Matthew Jackson, an economist at Stanford who studies social and economic networks, had this to say:

One thing I used to think was that people, if you gave them the same kinds of information, they would make decisions the same way. They might have different experiences in their past, different influences, but somehow the fundamental ways in which they think about things and process things is the same.

DUBNER: That, however, is not what the data say.

JACKSON: The more you look at data, and in particular, the more you look at experiments where people are faced with facts or information, you realize that some people are very single-minded. . . . One aspect of people seeing exactly the same information and coming away with different conclusions is how we interpret and store information in our brains. It’s very easy to sort of snippet things into small little pieces that we can remember. “Oh, this was for or against.”

SLOMAN: We don’t like breaking things down in detail. Most of us like to have a superficial understanding.

Just the facts, please

Dubner discussed our current polarized politics with Francis Fukuyama, author and political scientist at Stanford University.

In 1992, immediately after the fall of the Berlin Wall and the collapse of the Soviet Union, Fukuyama wrote the famous book The End of History and the Last Man. He argued that liberal democracy and capitalism had triumphed over authoritarianism.
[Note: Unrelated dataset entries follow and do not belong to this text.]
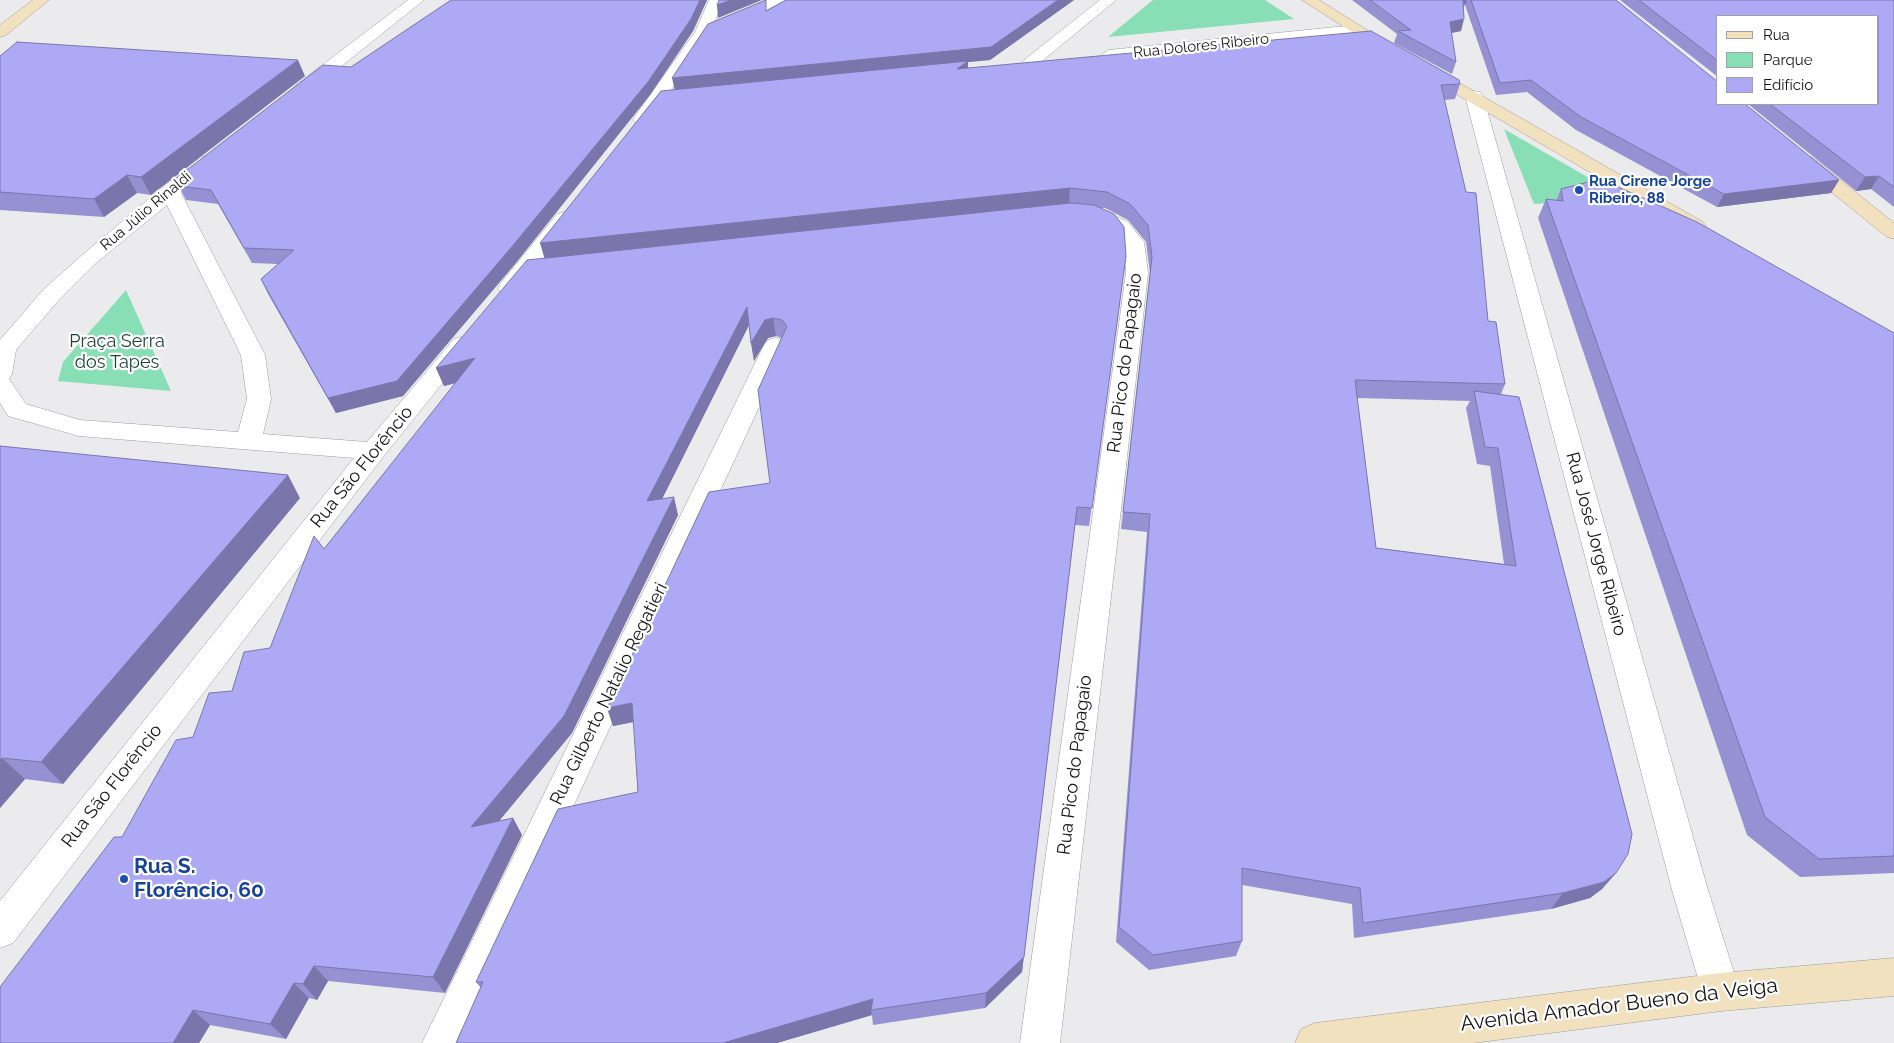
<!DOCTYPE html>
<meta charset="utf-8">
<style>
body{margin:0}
#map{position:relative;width:1894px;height:1043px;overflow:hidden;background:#ebebee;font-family:Raleway,sans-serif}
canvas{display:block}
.legend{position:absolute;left:1716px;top:15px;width:162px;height:90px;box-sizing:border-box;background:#fff;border:1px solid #a1a1a2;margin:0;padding:6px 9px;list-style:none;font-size:15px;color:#151516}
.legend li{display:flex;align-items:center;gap:10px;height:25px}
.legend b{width:25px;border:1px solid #a1a1a2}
</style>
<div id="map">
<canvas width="1894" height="1043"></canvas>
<ul class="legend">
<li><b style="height:6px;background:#f1e1be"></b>Rua</li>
<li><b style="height:14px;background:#88dfb6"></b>Parque</li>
<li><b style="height:14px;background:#aea9f5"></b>Edifício</li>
</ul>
</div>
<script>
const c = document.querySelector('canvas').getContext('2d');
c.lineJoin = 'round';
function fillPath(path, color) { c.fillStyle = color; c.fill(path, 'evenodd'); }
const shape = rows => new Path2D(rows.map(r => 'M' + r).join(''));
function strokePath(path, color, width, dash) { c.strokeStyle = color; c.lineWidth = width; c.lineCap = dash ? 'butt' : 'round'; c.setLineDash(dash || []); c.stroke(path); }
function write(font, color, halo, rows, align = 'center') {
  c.font = font + ' Raleway,sans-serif'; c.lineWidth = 4.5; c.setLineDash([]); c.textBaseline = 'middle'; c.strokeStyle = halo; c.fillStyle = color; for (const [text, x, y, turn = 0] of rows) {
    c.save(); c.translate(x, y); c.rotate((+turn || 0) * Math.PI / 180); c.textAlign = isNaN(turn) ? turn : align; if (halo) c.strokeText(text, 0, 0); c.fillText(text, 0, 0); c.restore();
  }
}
fillPath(shape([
 [1153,0,1265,0,1294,19,1108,37],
 [1504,129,1624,198,1534,204],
 [126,290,171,391,58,381,63,362]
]), '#88dfb6');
const street = shape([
 [408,0,424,0,308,93,296,93,293,89,296,85,408,0],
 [709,0,723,0,711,32,648,123,636,123,633,119,695,32,709,0],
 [766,0,785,0,783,3,737,24,727,24,724,21,727,18,766,0],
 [1100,0,1116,0,1036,66,1024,66,1022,63,1024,60,1100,0],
 [1356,25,1364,30,1362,33,1109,60,1101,55,1109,50,1356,25],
 [1474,91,1480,92,1483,96,1708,890,1740,992,1735,1006,1721,1011,1707,1006,1702,992,1672,890,1465,96,1468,92,1474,91],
 [208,155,215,157,217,161,215,165,181,193,265,355,271,399,263,434,367,442,454,339,462,337,470,339,474,344,383,457,13,943,0,948,0,901,354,458,79,436,8,416,0,403,0,340,42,291,81,256,163,187,201,157,208,155],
 [167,205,241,355,247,399,238,432,80,420,26,404,9,379,12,374,16,350,58,301,95,264,167,205],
 [1093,208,1127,221,1144,242,1148,273,1060,1043,1020,1043,1126,273,1124,243,1113,229,1086,218,1083,214,1086,210,1093,208],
 [564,212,571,214,574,218,517,293,509,295,501,293,498,288,501,283,557,214,564,212],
 [776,338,784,340,788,345,463,1043,422,1043,764,345,768,340,776,338]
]);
const secondary = shape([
 [33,0,49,0,6,35,0,37,0,25,33,0],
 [1302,0,1319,0,1399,50,1391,55,1385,53,1302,0],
 [1426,64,1703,222,1706,226,1703,230,1696,232,1689,230,1420,73,1418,69,1420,65,1426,64],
 [1806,156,1813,158,1894,223,1894,239,1887,237,1799,166,1797,162,1799,158,1806,156],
 [1894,958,1894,996,1721,1011,1473,1043,1295,1043,1301,1029,1315,1023,1721,973,1894,958]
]);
strokePath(street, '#9d9da0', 1);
strokePath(secondary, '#9d9da0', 1);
fillPath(street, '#fff');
fillPath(secondary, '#f1e1be');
fillPath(shape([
 [451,0,707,0,693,31,650,95,515,264,403,396,336,413,268,294,261,279,278,264,252,263,218,204,186,200,175,179,351,67],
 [786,0,1074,0,990,60,968,62,968,68,1460,84,1455,99,1444,100,1488,321,1505,384,1501,394,1616,873,1602,889,1590,898,1551,909,1354,938,1352,904,1242,885,1242,941,1236,956,1149,970,1116,942,1147,532,1121,529,1150,273,1146,242,1128,220,1105,208,1101,208,1126,256,1089,526,1075,525,1022,972,985,1008,873,1025,872,1015,777,1043,456,1043,481,988,476,982,638,792,634,722,613,726,607,708,770,483,782,338,776,336,768,338,754,361,749,325,662,499,678,515,572,733,499,821,513,818,522,835,445,993,328,981,317,1000,309,998,286,1039,210,1025,199,1043,0,1043,122,837,193,737,232,691,270,648,324,549,456,383,444,386,436,368,545,259,674,89,767,10],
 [1357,398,1470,401,1466,408,1477,464,1490,466,1504,564,1376,548],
 [1352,0,1616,0,1717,82,1839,180,1831,193,1717,207,1576,130,1527,92,1496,95,1465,5,1463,6,1461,31,1451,33,1456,62,1452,74,1394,43,1397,34],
 [1620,0,1894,0,1894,207,1871,189,1856,191,1748,104,1878,104,1718,16,1718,77],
 [0,56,305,76,151,195,137,193,104,217,0,210],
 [1561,189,1894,333,1894,873,1800,877,1747,835,1538,218,1546,199,1556,201],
 [0,446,300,498,63,784,25,779,0,808]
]), '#9691d3');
fillPath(shape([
 [700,0,707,0,693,31,650,95,515,264,403,396,336,413,328,398],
 [731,0,762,0,718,18,717,5],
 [1058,0,1074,0,990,60,968,62,968,76,675,91,672,78],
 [1461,0,1467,0,1465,5,1459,7],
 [1464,19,1461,31,1446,34,1450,22],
 [298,60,305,76,151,195,141,177],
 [127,175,137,193,104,217,94,199],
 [1879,176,1871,189,1856,191,1865,177],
 [1839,180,1831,193,1717,207,1724,194],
 [1070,188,1069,204,545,260,540,243],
 [747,307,749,325,652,519,647,501],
 [773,318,776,336,768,338,754,361,751,343,765,320],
 [475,358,482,376,444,386,436,368],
 [288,475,300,498,63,784,41,762],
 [674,497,678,515,572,733,480,844,471,827],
 [1077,507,1022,972,985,1008,986,993],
 [632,703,638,721,613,726,607,708],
 [2,758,25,779,0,808,0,760],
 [513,818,522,835,445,993,433,977],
 [1616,873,1602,889,1590,898,1551,909,1563,893],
 [314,966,328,981,317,1000,303,984],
 [294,983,309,998,286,1039,270,1024],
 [873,999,871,1010,872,1015,777,1043,723,1043],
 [193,1010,210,1025,199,1043,173,1043]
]), '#7a76ac');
const building = shape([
 [451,0,700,0,691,19,648,82,510,249,397,381,328,398,261,279,294,250,244,248,211,190,179,186,175,179,323,65,351,67,451,0],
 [719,0,731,0,717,5,719,0],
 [766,0,766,11,786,0,1058,0,991,47,672,78,708,24,766,0],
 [1370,0,1463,0,1464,19,1450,22,1456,62,1398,31,1411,30,1370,0],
 [1471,0,1616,0,1718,82,1718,104,1745,104,1839,180,1724,194,1581,117,1531,80,1500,83,1471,0],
 [1639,0,1894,0,1894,187,1879,176,1865,177,1770,104,1878,104,1878,16,1718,16,1718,61,1639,0],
 [1371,31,1459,80,1460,84,1441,85,1466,192,1476,193,1488,321,1496,322,1505,384,1355,380,1376,548,1516,566,1498,448,1485,447,1474,391,1519,397,1632,834,1628,854,1616,873,1604,882,1563,893,1363,923,1360,888,1242,868,1242,941,1153,955,1119,927,1150,514,1123,512,1152,257,1148,225,1130,204,1107,192,1070,188,540,243,661,91,968,61,957,69,1371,31],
 [17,42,298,60,141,177,127,175,94,199,0,192,0,56,17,42],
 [1600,179,1697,222,1894,333,1894,856,1819,859,1765,817,1546,199,1563,201,1561,189,1600,179],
 [1070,203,1094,205,1114,214,1124,227,1126,256,1092,508,1077,507,1024,957,986,993,871,1010,873,999,723,1043,456,1043,483,982,476,982,558,809,638,792,632,703,607,708,709,492,770,483,758,390,787,326,782,320,773,318,765,320,751,343,747,307,647,501,674,497,564,716,471,827,513,818,433,977,314,966,303,984,294,983,270,1024,193,1010,173,1043,0,1043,0,987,114,837,122,837,176,740,193,737,209,693,232,691,244,652,270,648,314,536,324,549,475,358,436,368,527,260,1070,203],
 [0,446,288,475,41,762,2,758,0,760,0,446]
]);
fillPath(building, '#aea9f5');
strokePath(building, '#7a76ac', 1);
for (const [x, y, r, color] of [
 [1579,190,5,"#1a4fb4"],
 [124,879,5,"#1a4fb4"]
]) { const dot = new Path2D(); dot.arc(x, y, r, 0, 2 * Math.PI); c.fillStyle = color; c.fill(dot); strokePath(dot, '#fff', 2); }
write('15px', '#151516', '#fff', [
 ["Rua Dolores Ribeiro",1201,46,-6],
 ["Rua Júlio Rinaldi",146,211,-40]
]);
write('bold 15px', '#164399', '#fff', [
 ["Rua Cirene Jorge",1589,181],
 ["Ribeiro, 88",1589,198]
], 'left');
write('18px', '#1c4433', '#fff', [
 ["Praça Serra",117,342],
 ["dos Tapes",117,363]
]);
write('18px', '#151516', '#fff', [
 ["Rua Pico do Papagaio",1125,363,-83],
 ["Rua São Florêncio",362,467,-51],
 ["Rua José Jorge Ribeiro",1596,544,75],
 ["Rua Gilberto Natalio Regatieri",609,694,-64],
 ["Rua Pico do Papagaio",1075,765,-83],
 ["Rua São Florêncio",112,786,-52]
]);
write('bold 21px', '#164399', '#fff', [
 ["Rua S.",134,867],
 ["Florêncio, 60",134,891]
], 'left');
write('21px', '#151516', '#fff', [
 ["Avenida Amador Bueno da Veiga",1619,1005,-7]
]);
</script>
However, Dubner asked him if he had changed his mind, in light of current trends toward authoritarianism and populist nationalism. Fukuyama replied:

“The way I have formulated my hypothesis right from the beginning was that you needed to show not just that there was unhappiness with liberal democracy, but you needed to posit some other form of social organization that was superior, or that was somehow going to displace liberal democracy in the way that communism asserted that it would displace liberal democracy ultimately. And if you look around the world right now, there are competing systems that are not liberal or democratic. So the Chinese have one, Saudi Arabia and Iran have their versions of it. But I actually don’t think that any of those alternative models are likely to become universal in the way that liberal democracy has become, in a fairly impressive way, the default form of government for very many countries around the world.

I tend to be an optimist about life and focus on the human tendencies toward kindness rather than our equally strong tendencies toward cruelty. So I tend to share Fukuyama’s view.
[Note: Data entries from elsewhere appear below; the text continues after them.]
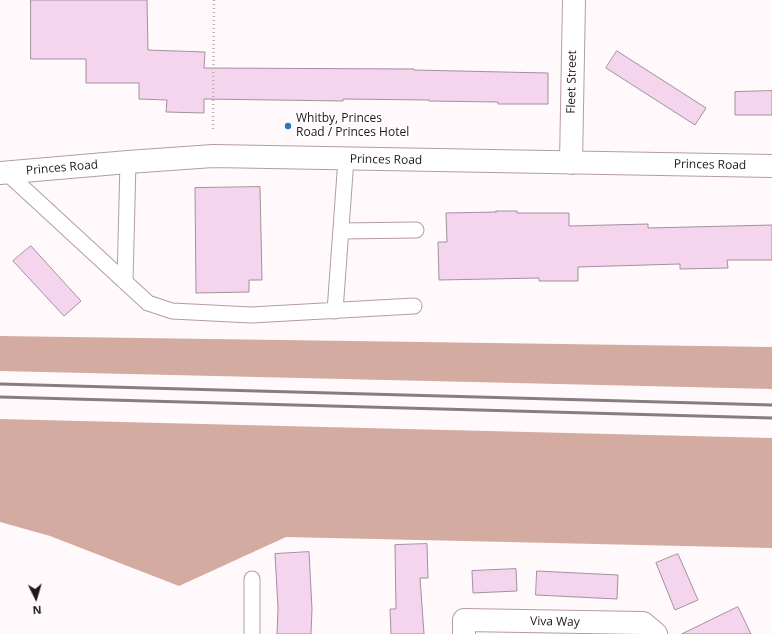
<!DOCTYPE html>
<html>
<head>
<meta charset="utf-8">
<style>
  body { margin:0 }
  #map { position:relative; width:772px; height:634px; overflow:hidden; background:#fff9fb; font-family:"Open Sans",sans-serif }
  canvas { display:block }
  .north { position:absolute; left:16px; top:578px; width:40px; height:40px; -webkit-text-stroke:3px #fff; paint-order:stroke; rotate:175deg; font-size:11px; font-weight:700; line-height:16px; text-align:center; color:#20171a }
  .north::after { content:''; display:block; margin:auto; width:14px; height:18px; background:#20171a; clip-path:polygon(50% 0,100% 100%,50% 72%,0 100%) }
</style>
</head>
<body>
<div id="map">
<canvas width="772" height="634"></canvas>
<div class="north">N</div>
</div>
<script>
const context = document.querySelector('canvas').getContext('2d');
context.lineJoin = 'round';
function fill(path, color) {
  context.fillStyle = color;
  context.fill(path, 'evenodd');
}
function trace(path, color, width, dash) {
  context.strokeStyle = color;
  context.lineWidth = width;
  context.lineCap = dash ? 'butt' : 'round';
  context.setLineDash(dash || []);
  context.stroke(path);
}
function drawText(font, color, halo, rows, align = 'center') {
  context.font = font + ' "Open Sans",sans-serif';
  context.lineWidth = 3;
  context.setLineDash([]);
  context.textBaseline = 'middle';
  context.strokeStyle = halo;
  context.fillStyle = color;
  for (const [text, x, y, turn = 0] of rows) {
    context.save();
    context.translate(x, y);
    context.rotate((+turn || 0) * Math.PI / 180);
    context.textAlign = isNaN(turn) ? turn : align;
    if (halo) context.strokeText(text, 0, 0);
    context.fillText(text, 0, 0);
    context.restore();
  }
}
fill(new Path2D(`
  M 0,336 L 772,347 L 772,389 L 0,371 Z
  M 0,419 L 772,438 L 772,548 L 286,537 L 179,586 L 50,536 L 0,522 Z`), '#d4aba1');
const building = new Path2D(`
  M 31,0 L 147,0 L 148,50 L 205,52 L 204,68 L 414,69 L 414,70 L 548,73 L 548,104 L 498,104 L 498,102 L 429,101 L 429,100 L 343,99 L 343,101 L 204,99 L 204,113 L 166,112 L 167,100 L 139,99 L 139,83 L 86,83 L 86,59 L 31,59 Z
  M 617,51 L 706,108 L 695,125 L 606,68 Z
  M 772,91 L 772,115 L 735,115 L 735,92 Z
  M 260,187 L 262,280 L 249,280 L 249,292 L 196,293 L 195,188 Z
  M 496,211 L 517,211 L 517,213 L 569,213 L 569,226 L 648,224 L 648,228 L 772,225 L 772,260 L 727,260 L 728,268 L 680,269 L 680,264 L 578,267 L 578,281 L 539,281 L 539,278 L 439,280 L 438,242 L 447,242 L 446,213 L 496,212 Z
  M 31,246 L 81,301 L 64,316 L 13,261 Z
  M 427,544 L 428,578 L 420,578 L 424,634 L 391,634 L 390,609 L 396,609 L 395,545 Z
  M 309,552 L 312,609 L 311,634 L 277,634 L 278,608 L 275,554 Z
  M 678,554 L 698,600 L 675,610 L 656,563 Z
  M 516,569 L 517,591 L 473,593 L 472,571 Z
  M 537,571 L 618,575 L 617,599 L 536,595 Z
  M 738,607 L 751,634 L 682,634 Z`);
fill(building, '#f5d4ee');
trace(building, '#a2909e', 1);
const service = new Path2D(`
  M 7,173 L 148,303 L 172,311 L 251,315 L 414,306
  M 341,231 L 416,230
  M 125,282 L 128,162
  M 335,311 L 346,159
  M 252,634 L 252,579`);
const minor = new Path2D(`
  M 571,163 L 574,0
  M 0,173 L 128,162 L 213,156 L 772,166
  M 464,634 L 464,620 L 643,623 L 656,634`);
trace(service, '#b39ca4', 17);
trace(minor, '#b39ca4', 24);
trace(new Path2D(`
  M 213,129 L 214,0`), '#bab3b5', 2.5, [1, 3]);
trace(service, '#fff', 15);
trace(minor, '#fff', 22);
trace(new Path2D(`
  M 0,384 L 772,405
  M 0,397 L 772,418`), '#857d80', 3);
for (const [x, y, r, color] of [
  [288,126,4,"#2779c8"]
]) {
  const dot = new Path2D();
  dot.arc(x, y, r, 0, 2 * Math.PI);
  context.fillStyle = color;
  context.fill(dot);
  trace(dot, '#fff', 1.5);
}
drawText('12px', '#20171a', '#fff', [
  ["Fleet Street",572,82,-89],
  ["Princes Road",386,160,1],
  ["Princes Road",710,165,1],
  ["Princes Road",62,168,-5],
  ["Viva Way",555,622,1]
]);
drawText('12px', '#20171a', '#fff', [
  ["Whitby, Princes",296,119],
  ["Road / Princes Hotel",296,133]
], 'left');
</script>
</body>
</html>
There are times, however, when authoritarianism looks appealing. When China prepared to host the Beijing Olympics in 2008, they demolished entire villages and neighborhoods to build highways, a subway system, airports, and train stations.

In the US and the West, any such massive public works project is doomed to decades of litigation because, in a liberal democracy, every individual has the right to say no.

In the end, I tend to come down on the side of Winston Churchill: “No one pretends that democracy is perfect or all-wise. Indeed it has been said that democracy is the worst form of Government except for all those other forms that have been tried from time to time.…’ Nov. 11, 1947.